Les premières attaques ont commencé sur l’attitude sexuelle de l’ancien Monsieur Univers. Plusieurs supportrices de Davis ont accusé Schwarzenegger d’avoir eu la main baladeuse, dans les années… 1970. Ces accusations anonymes ont été relayées et martelées par le très démocrate Los Angeles Times. Contrairement à ce qui était attendu, les accusations se sont retournées contre Davis et le journal.

C’est alors que, dans leur dépit, les milieux démocrates ont décidé d’user de la calomnie suprême : l’existence de liens avec le grand Satan hitlérien. C’est ainsi qu’il a été fait état d’une rumeur selon laquelle Schwarzenegger aurait déclaré, 40 ans auparavant dans un entretien privé, sa sympathie pour le funeste autrichien. Le coup était bas, mais bien conçu. Il aurait pu porter, si Schwarzenegger n’avait pas rapidement déclaré qu’il était un antinazi de longue date et qu’il avait contribué, depuis plus de trente ans, au fonds Simon Wiesenthal spécialisé dans la recherche des criminels de guerre.

Ce qu’il y a de plus étonnant dans cette affaire, c’est que ces accusations, sans fondement, persistent en Europe. La dernière en date est celle dite du balai. On soutient dans certains médias belges que Schwarzenegger aurait utilisé la symbolique du balai pour appeler les électeurs à chasser Davis du pouvoir et qu’il aurait trouvé (Horreur ! Malheur !) son inspiration chez Degrelle. Or, j’en suis presque certain, Schwarzenegger ignore jusqu’à l’existence même de Modeste 1er.

Faut-il rappeler, ici, que Schwarzenegger est, à l’origine, un culturiste qui a passé la plupart des années de sa vie à s’entraîner, six heures par jour, dans des salles de musculation et qu’il n’avait aucune inclination à lire les écrits rexistes – d’ailleurs introuvables aux Etats-Unis. En outre, le symbole du balai est, depuis le XIXe siécle, une tradition de la politique américaine. Joel et Ethan Coen le mettent, précisément, en scène dans leur film O brother where art thou ? - dans le passage de l’élection du gouverneur Papy Daniel. Faut-il, accuser les frères Coen de rexisme ? De nazisme larvé ?

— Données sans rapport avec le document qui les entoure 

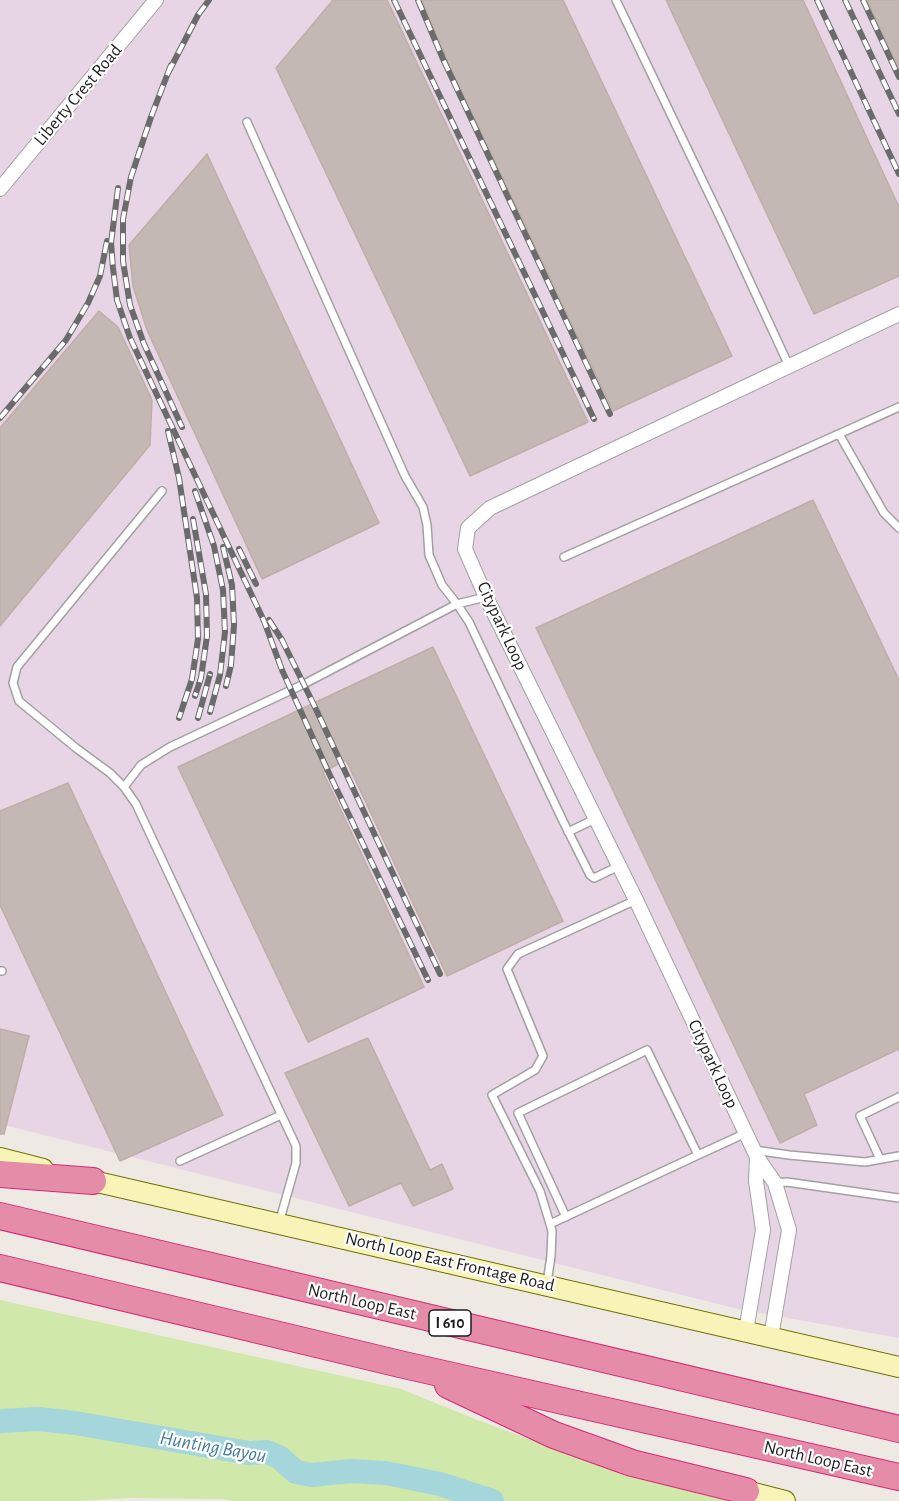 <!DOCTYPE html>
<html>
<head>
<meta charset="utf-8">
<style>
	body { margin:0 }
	canvas { display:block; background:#eee9e3 }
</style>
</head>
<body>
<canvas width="899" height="1501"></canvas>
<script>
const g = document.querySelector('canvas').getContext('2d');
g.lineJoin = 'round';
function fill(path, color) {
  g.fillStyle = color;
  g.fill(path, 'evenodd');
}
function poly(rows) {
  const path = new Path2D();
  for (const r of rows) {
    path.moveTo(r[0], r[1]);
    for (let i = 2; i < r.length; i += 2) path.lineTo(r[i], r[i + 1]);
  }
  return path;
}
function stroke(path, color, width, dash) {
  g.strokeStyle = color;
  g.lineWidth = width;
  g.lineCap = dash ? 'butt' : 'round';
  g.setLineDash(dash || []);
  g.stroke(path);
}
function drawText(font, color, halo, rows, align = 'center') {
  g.font = font + ' "Alegreya Sans",sans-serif';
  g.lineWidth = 4.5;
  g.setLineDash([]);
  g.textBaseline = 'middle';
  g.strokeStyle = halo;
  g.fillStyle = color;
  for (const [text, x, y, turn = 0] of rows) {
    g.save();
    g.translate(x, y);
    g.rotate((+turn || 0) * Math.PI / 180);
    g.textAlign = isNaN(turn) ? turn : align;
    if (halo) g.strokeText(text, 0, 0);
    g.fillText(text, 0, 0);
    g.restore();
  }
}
fill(poly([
	[0,0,899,0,899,1338,738,1309,0,1124]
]), '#e7d5e6');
fill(poly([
	[0,1300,401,1389,475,1419,609,1469,727,1501,234,1501,223,1499,127,1498,78,1501,0,1501]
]), '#d0e8a9');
stroke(poly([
	[0,1421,38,1419,75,1423,249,1453,267,1452,279,1457,296,1472,311,1475,351,1471,386,1473,440,1484,492,1501]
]), '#a4d6db', 24);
const building = poly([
	[333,0,387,0,588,422,470,476,276,68,333,0],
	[422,0,563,0,732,356,613,411,450,67,422,0],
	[666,0,803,0,899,207,899,276,814,314,666,0],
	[867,0,899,0,899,69,867,0],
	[207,154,379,523,262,579,147,330,133,286,129,245,207,154],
	[99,311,118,327,152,400,150,445,0,626,0,428,99,311],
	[813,500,899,680,899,1049,804,1094,817,1125,780,1143,536,628,813,500],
	[433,647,563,921,447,976,346,760,323,772,424,987,308,1042,178,767,433,647],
	[68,783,223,1115,120,1161,0,905,0,811,68,783],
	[0,1029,29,1036,4,1134,0,1134,0,1029],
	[368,1038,430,1170,442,1164,453,1189,413,1206,401,1183,349,1206,285,1073,368,1038]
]);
fill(building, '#c3b8b3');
stroke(building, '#c0aea6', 1.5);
const service = poly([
	[616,0,720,217,789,366],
	[247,122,405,476,423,507,427,525,429,555,442,585,457,604,486,597],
	[839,434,884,513,899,528],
	[162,491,17,667,13,683,19,701,76,748,110,773,124,787,136,804,296,1146,296,1163,279,1223],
	[564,557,899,407],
	[124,787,141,765,170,747,304,684,457,604,469,622,562,819,590,875,594,878,619,866],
	[568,832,595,819],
	[0,971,2,971],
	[754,1150,789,1155,865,1162,899,1156],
	[698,1155,746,1133],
	[880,1159,860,1116,899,1097],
	[180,1161,281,1115],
	[775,1183,787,1182,899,1198],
	[550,1224,698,1155,647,1050,518,1113,566,1217],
	[547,1283,551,1256,552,1231,550,1224,540,1191,492,1095,535,1070,543,1056,507,969,518,954,636,900]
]);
const minor = poly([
	[0,189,156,0],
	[746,1331,763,1230,756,1181,757,1157],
	[771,1337,789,1230,775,1183,757,1157,636,900,486,597,465,549,468,528,490,508,899,314]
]);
const secondary = poly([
	[0,1158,43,1169],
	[80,1178,899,1367],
	[746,1491,785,1501]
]);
const motorway = poly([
	[0,1174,93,1181],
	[0,1216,899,1429],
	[0,1268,404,1365,899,1477],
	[448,1385,554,1435,632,1463,746,1491]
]);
stroke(service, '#a1a1a1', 10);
stroke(minor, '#a1a1a1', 16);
stroke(secondary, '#727007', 22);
stroke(motorway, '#d62779', 28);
stroke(service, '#fff', 7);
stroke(minor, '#fff', 14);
stroke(secondary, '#f8f3b7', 20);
stroke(motorway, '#e58ca8', 26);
const rail = poly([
	[394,0,594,419],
	[418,0,443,59,610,414],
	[817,0,899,174],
	[845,0,899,114],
	[863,0,899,77],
	[171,65,151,117,131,177,123,219,123,261,130,305,144,344,182,427],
	[168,73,198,15,209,0],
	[118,188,111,243,113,268,117,300,130,338,264,621,282,670,327,769,428,980],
	[0,418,66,340,88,303,100,276,107,241],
	[168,431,179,478,197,598,198,639,192,679,179,718],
	[195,491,214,546,223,590,225,632,220,675,210,712],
	[193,519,206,594,207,636,201,678,195,696],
	[223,547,232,585,234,625,231,665,226,686],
	[239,549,256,584],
	[269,620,282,640,313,703,440,974],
	[198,718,210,674]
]);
stroke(rail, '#6b6b6b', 6);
stroke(rail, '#fff', 4, [11]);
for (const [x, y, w] of [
	[450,1323,42]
]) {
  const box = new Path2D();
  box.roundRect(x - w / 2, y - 13, w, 26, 4.5);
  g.fillStyle = '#fff';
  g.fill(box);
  stroke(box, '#1d1d1d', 1.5);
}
drawText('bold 16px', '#1d1d1d', null, [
	["I 610",450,1323]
]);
drawText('18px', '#1d1d1d', '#fff', [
	["Liberty Crest Road",78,95,-50],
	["Citypark Loop",502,626,65],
	["Citypark Loop",713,1064,65],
	["North Loop East Frontage Road",450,1262,13],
	["North Loop East",362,1302,13],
	["North Loop East",818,1459,13]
]);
drawText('italic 20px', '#457c9c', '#fff', [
	["Hunting Bayou",213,1447,10]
]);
</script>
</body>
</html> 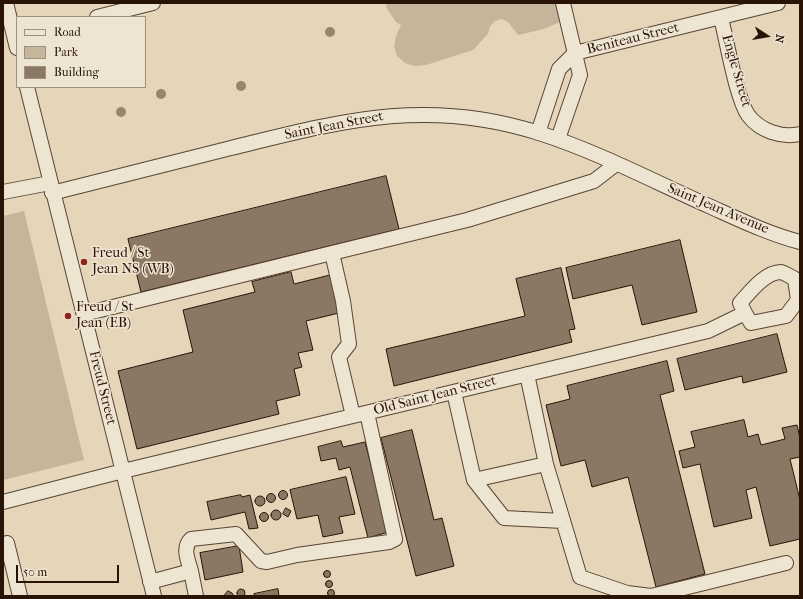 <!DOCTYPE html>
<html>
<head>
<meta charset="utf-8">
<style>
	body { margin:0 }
	#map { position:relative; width:803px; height:599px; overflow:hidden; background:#e5d6b9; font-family:"IM FELL French Canon",serif }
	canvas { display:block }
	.frame { position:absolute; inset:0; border:4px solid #291307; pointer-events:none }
	.legend { position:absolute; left:16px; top:16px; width:130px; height:72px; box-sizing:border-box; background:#eee4d2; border:1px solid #9f9081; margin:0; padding:5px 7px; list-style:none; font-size:12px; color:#291307 }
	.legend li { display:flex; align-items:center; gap:8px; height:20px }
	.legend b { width:20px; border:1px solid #9f9081 }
	.north { position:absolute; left:747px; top:16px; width:40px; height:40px; -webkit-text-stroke:3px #eee4d2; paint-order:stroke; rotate:102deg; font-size:11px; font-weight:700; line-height:16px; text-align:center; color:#291307 }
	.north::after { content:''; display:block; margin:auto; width:14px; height:18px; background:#291307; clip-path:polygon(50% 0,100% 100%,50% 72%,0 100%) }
	.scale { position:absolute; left:16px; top:565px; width:103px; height:18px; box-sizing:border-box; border:2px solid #291307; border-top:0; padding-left:5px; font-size:12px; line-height:14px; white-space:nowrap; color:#291307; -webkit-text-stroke:3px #eee4d2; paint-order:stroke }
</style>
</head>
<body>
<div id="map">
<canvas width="803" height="599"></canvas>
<div class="frame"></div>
<ul class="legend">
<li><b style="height:5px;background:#eee4d2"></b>Road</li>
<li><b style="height:11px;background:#c5b59b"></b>Park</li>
<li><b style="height:11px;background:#8b7864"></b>Building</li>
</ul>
<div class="north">N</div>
<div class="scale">50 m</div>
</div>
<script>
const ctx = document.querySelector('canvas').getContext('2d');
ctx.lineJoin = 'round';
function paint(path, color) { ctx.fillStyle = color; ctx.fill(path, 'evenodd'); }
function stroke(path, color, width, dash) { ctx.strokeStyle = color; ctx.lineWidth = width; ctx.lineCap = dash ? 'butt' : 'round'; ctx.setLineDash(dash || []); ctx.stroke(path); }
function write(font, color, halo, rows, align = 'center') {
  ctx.font = font + ' "IM FELL French Canon",serif'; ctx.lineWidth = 3; ctx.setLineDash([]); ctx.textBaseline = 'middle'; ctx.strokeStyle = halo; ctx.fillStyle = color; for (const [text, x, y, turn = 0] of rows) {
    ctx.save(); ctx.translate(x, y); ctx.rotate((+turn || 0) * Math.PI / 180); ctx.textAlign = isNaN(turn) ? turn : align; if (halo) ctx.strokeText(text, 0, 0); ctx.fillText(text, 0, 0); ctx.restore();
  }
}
paint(new Path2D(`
	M387 3H555L560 22 544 29 518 35 508 22 502 19 495 21 490 26 488 34 473 50 426 65 415 66 405 63 397 56 394 46 396 36 401 25 396 22 386 7Z
	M24 211 84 460 3 480V216Z`), '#c5b59b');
const building = new Path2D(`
	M386 176 399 229 141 292 128 239Z
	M680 240 697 312 642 325 632 285 573 299 566 268Z
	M561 268 575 329 569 330 572 342 394 386 386 349 525 316 516 279Z
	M291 272 294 284 334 274 343 312 306 321 313 350 298 353 302 367 294 369 300 395 276 401 279 414 137 449 118 371 193 352 183 310 255 292 252 282Z
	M777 334 787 372 743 383 742 376 685 390 677 359Z
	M667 361 674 391 660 395 705 574 656 587 628 477 592 487 585 460 561 466 546 405 570 399 567 386Z
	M744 420 748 437 758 434 761 445 785 439 782 428 797 425 800 438V457L790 459 800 500V539L770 546 756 487 746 490 752 518 714 527 700 464 683 468 679 451 695 447 691 432Z
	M412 430 434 520 442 518 454 566 416 576 381 438Z
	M341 441 343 447 365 442 388 532 368 538 350 467 339 470 336 458 321 461 318 447Z
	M346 477 355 514 339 517 343 533 323 537 318 515 297 519 290 490Z
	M278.5 495a4.5 4.5 0 1 1 9 0a4.5 4.5 0 1 1-9 0Z
	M266.5 498a4.5 4.5 0 1 1 9 0a4.5 4.5 0 1 1-9 0Z
	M241 495 242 497 250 495 258 528 249 529 245 512 211 520 207 502Z
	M255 501a5 5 0 1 1 10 0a5 5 0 1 1-10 0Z
	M286 508 291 511 288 517 283 514Z
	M271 515a5 5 0 1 1 10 0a5 5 0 1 1-10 0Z
	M259.5 517a4.5 4.5 0 1 1 9 0a4.5 4.5 0 1 1-9 0Z
	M239 546 243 572 205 580 200 553Z
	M323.5 574a3.5 3.5 0 1 1 7 0a3.5 3.5 0 1 1-7 0Z
	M325.5 584a3.5 3.5 0 1 1 7 0a3.5 3.5 0 1 1-7 0Z
	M237 593a4 4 0 1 1 8 0a4 4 0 1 1-8 0Z
	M278 589 279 596H255L254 594Z
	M327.5 593a3.5 3.5 0 1 1 7 0a3.5 3.5 0 1 1-7 0Z
	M228 591 232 593 234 596H224Z`);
paint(building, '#8b7864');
stroke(building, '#291307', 1);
const minor = new Path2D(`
	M6 3 17 48
	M97 17 153 3
	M721 18C727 41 736 97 748 115 760 131 781 138 800 134
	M575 53 778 3
	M27 87 154 596
	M538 133 559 69 575 53
	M558 139 580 75 563 3
	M3 192 50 183
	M52 193C112 178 171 163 231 148 341 121 427 97 539 133 598 152 653 181 709 206 738 219 769 234 800 242
	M84 314 332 253
	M454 392 474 480 546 464 527 374
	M353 416 339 357 349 344 343 301 332 253 467 220 594 181 616 164
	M546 464 580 577 627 593 651 596 786 563
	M474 480 504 518 563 521
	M3 502 123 471 708 331 745 313 740 303C750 292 765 272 781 272 785 273 791 277 795 279L798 300 786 316 751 323 745 313
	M7 543 20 596
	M191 571C188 560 182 548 191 539L236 534 261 561 267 562 297 555 389 542 395 539 367 413
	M150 582 191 571 196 596`);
stroke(minor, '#584434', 16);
stroke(minor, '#eee4d2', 14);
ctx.fillStyle = '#97866f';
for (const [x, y] of [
	[330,32],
	[241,86],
	[161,94],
	[121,112]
]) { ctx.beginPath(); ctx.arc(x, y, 5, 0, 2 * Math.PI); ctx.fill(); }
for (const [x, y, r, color] of [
	[84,262,4,"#8f2418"],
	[68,316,4,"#8f2418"]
]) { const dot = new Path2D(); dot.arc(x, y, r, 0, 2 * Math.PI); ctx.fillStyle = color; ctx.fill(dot); stroke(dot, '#eee4d2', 1.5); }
write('14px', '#291307', '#eee4d2', [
	["Beniteau Street",633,39,-14],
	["Engle Street",736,71,74],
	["Saint Jean Street",334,126,-11],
	["Saint Jean Avenue",718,209,23],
	["Freud Street",102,388,76],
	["Old Saint Jean Street",435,396,-14]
]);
write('14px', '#291307', '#eee4d2', [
	["Freud / St",92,254],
	["Jean NS (WB)",92,270],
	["Freud / St",76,308],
	["Jean (EB)",76,324]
], 'left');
</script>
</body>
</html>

En vérité, la nomination de Schwarzenegger plonge notre caste médiatico-politique dans l’effroi. Imaginez que le peuple belge décide un jour, lui aussi, de voter pour un outsider ? Pour un parti qui encourage les valeurs de succès et de liberté ?

Oui, pour le système en place, cela serait vraiment intolérable. Alors on ne s’étonnera pas de cette nouvelle chasse aux sorcières lancée sur fond de balai. Et puisque l’ustensile ménager est redevenu l’artifice du démon, nous jurons devant le tribunal de l’inquisition médiatique de ne jamais l’employer et de lui préférer la lance à incendie dont l’usage sera, dans les prochaines années, bien plus approprié à la situation politique.

 Alexandre Lignières



[1] Gray homophone de Grey gris en anglais = gris. Prénom, remarquablement bien porté par son propriétaire. Tant au moral qu’au physique. Schwarzenegger signifie en allemand « Nègre-noir ».

[2] Peut-être verra-t-on, un jour, au programme de la RTBF un T-MICHEL retourner dans le passé pour liquider Charles Martel.